[Stored items]
###

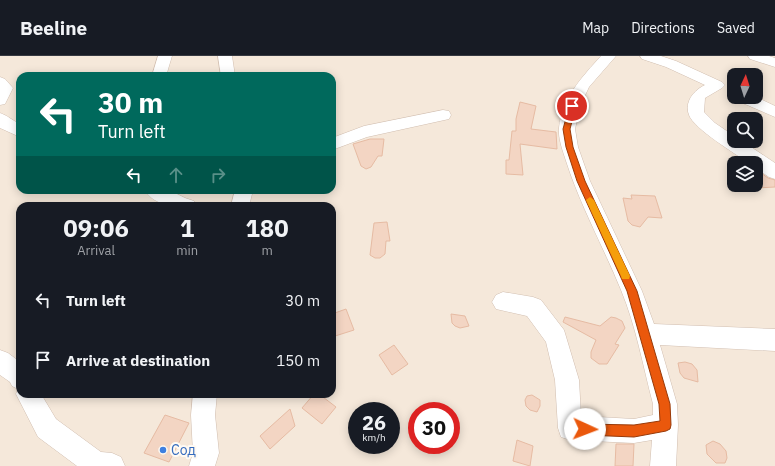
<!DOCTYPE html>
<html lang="en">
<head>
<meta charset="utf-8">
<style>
	body { margin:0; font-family:"IBM Plex Sans",sans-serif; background:#20242c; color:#f1f3f6; height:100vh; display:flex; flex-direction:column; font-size:15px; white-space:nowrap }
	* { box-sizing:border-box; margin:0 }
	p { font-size:13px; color:#9ea1a6 }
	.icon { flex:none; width:22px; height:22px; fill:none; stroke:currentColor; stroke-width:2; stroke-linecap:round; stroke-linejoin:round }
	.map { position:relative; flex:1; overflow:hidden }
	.details { position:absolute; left:16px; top:146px; width:320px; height:196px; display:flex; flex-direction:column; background:#171b24; border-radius:12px; box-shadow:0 2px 10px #0003 }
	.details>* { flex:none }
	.banner { position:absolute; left:16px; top:16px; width:320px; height:122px; border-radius:12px; box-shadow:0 2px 10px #0003; background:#00695c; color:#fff; overflow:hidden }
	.needle { width:26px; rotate:4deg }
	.buttons { position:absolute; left:727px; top:12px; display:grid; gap:8px }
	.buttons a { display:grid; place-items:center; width:36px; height:36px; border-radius:8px; background:#171b24; box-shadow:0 2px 10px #0003; font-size:20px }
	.speed { position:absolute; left:348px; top:346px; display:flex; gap:8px; font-size:20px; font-weight:700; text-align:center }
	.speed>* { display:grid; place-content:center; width:52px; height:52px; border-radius:50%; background:#171b24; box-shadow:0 2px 10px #0003; line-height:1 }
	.speed small { font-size:10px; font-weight:400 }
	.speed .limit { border:6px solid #d22; background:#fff; color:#111 }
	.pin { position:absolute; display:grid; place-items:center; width:34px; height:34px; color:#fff; margin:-17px; border:2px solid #fff; border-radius:50%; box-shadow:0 1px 4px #0007 }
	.me { position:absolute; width:44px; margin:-22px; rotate:92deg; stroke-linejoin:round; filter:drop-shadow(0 0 3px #0008) }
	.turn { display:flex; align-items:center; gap:14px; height:84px; padding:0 16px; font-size:18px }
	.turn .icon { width:52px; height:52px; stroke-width:2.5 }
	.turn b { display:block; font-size:28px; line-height:34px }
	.lanes { display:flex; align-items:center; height:38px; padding:0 16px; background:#0003; justify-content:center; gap:20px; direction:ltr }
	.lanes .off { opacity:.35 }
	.eta { display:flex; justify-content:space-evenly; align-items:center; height:68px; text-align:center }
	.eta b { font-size:24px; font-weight:700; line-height:28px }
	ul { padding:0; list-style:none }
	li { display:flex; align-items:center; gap:12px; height:60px; padding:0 16px }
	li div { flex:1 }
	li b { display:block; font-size:15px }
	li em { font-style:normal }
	header { display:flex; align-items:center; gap:24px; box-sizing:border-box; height:56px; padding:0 20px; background:#171b24; border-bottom:1px solid #363941 }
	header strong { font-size:19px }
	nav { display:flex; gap:22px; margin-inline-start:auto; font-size:14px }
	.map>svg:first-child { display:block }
	.residential { fill:#f5e8da; fill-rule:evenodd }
	.building { fill:#f3d5c3; stroke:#e6bba3 }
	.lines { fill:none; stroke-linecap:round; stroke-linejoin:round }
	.minor-casing { stroke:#d1beb0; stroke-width:1 }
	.minor { fill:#fff; fill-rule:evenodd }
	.route { fill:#ea580c; stroke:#983908 }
	.slow { fill:#f59e0b }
	.shop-dot { fill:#3f7fe0; stroke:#fffaf3; stroke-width:1.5 }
	.labels { text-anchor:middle; stroke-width:4; stroke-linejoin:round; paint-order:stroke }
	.near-shop-label { font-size:14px; fill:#366cbe; stroke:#fffaf3; text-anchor:start }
</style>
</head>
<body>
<header>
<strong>Beeline</strong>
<nav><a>Map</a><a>Directions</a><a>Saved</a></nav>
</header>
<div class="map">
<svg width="775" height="410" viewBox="0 0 775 410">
	<rect width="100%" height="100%" fill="#fdf6ec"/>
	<!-- residential -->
	<path class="residential" d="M0 0H775V410H0ZM734 19H756V41H734ZM20 20H332V134H20ZM734 63H756V85H734ZM734 107H756V129H734ZM20 150H332V338H20ZM357 355H391V389H357ZM417 355H451V389H417Z"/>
	<!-- building -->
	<g class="building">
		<path d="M520 46 536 50 531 73 556 76 557 93 520 88 523 119 506 118V104H509L512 75H516V63Z"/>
		<path d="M370 83H384L382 100H378L371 111 366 113 361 110 353 88Z"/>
		<path d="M761 117 768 122 775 124V131L756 132V123Z"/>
		<path d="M631 139 655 140 662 162 648 161 640 171 632 169 628 165 623 142 632 143Z"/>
		<path d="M387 166 390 185H386L385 198 380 202H375L370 199 374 167Z"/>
		<path d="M346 253 354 274 332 281V258Z"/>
		<path d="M451 258 465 260 469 270 460 272 455 270 452 267Z"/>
		<path d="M565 261 600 270 611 261 616 262 622 265 625 272 615 288 619 289 607 308H599L591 302V296L596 284 563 266Z"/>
		<path d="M394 289 408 308 392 319 379 299Z"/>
		<path d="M685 306 692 308 697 314 698 326 684 322 680 317 678 307Z"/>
		<path d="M314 338H319L336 351 322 368 302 352Z"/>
		<path d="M532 339 540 344V350L537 356 530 354 526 350 525 344 527 340Z"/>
		<path d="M290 353 295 370 270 393 260 380Z"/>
		<path d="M165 359 189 367 169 406 144 397Z"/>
		<path d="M517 384 533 390 530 410 513 405Z"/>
		<path d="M713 385 720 388 726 395 727 402 725 407H716L707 398 706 389Z"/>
		<path d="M616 388H634L633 410H615Z"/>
	</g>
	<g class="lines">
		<defs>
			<g id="minor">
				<path d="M158 0H172L166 20H152Z"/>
				<path d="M218 0H232L235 20H221Z"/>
				<path d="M601 0H616L589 31 580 50 575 73 578 91 590 125 642 235 654 268 775 273V295L660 289 677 348 678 369 676 410H650L652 384 634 387 570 384 561 381 558 372 555 324 546 286 527 260 496 253 492 246 496 239 503 236 533 241 541 244 564 274 579 324 581 360 634 363 653 359V348C643 310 636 270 621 234 603 190 580 149 566 105 563 95 558 83 559 72 562 42 582 21 601 0Z"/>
				<path d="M640 0H661L676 5 722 26 725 29 722 32 705 42 704 56 715 67 734 80V85H742L775 107V123L769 121 756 112V107H749C736 98 694 73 689 59 684 46 694 34 705 29L666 11 642 3Z"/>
				<path d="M748 0H769L775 2V11L750 3Z"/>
				<path d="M0 21 5 23 13 32 5 48 0 49Z"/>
				<path d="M735 41H756L775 50V61L738 45Z"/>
				<path d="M443 54 449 55 451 59 449 63 367 81 332 94V82L364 70Z"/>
				<path d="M0 57C7 59 13 65 20 68V81L0 72Z"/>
				<path d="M145 134H169L185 142 194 145 196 150C179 150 155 152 145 134Z"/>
				<path d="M235 134H253L249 150H231Z"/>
				<path d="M0 294 8 297 20 306V338H41L56 363 101 396 112 397 121 401 125 410H77L38 381 16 338 18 333 12 330 10 326 0 319Z"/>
				<path d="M193 338H217L215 359 219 397 215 410H189L193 397 191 359Z"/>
			</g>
		</defs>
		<!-- minor casing -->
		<use href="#minor" class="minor-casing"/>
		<!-- minor -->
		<use href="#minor" class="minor"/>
	</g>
	<!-- route -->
	<path class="route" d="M570 48H572L576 50 570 73 573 91 585 125 637 235 670 348 671 369 670 373 666 375 634 381 585 379 581 377 580 373 581 369 585 368 634 369 660 365 659 348 627 235 577 125 566 91 563 73Z"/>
	<!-- slow -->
	<path class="slow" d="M590 141 594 144 630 220 629 223H622L621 220 586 144Z"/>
	<!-- markers -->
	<circle class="shop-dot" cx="163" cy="394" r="4"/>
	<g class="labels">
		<!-- near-shop labels -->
		<g class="near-shop-label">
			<text x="171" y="399">Сод</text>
		</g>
	</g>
</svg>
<div class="buttons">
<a><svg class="needle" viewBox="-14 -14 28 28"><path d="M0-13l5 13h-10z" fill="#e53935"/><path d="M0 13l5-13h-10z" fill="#9ea1a6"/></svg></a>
<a><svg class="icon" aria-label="search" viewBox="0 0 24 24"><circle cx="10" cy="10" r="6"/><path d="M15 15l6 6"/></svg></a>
<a><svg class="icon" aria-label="layers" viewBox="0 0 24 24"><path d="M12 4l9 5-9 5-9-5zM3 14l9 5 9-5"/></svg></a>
</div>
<div class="speed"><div>26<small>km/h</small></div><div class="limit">30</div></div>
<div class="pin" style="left:572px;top:50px;background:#d93025"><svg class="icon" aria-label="arrive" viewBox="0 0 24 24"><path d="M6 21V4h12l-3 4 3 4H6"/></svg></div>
<svg class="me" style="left:585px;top:373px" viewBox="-20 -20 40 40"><circle r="19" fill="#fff"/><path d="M0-13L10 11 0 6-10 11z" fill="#ea580c"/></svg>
<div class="banner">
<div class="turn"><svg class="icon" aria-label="left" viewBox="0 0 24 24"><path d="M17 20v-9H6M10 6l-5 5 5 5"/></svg><div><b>30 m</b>Turn left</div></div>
<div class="lanes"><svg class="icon" aria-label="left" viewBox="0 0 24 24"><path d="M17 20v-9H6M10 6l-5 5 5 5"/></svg><svg class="icon off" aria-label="ahead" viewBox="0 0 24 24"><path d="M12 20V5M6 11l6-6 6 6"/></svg><svg class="icon off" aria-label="right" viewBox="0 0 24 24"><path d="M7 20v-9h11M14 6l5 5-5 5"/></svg></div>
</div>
<section class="details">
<div class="eta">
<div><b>09:06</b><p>Arrival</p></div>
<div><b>1</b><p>min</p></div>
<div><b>180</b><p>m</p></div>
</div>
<ul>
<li><svg class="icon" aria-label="left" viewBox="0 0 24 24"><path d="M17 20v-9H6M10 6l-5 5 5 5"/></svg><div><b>Turn left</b></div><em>30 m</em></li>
<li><svg class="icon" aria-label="arrive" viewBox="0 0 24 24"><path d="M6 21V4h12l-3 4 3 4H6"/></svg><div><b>Arrive at destination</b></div><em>150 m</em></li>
</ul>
</section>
</div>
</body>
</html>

###

AIM OF THE TASK » Repeat the lines above, starting at the first and stopping after the line that holds "background:#20242c; color:#f1f3f6; height:100vh;", with the pictures left out.

RESPONSE TO THE TASK »
<!DOCTYPE html>
<html lang="en">
<head>
<meta charset="utf-8">
<style>
	body { margin:0; font-family:"IBM Plex Sans",sans-serif; background:#20242c; color:#f1f3f6; height:100vh; display:flex; flex-direction:column; font-size:15px; white-space:nowrap }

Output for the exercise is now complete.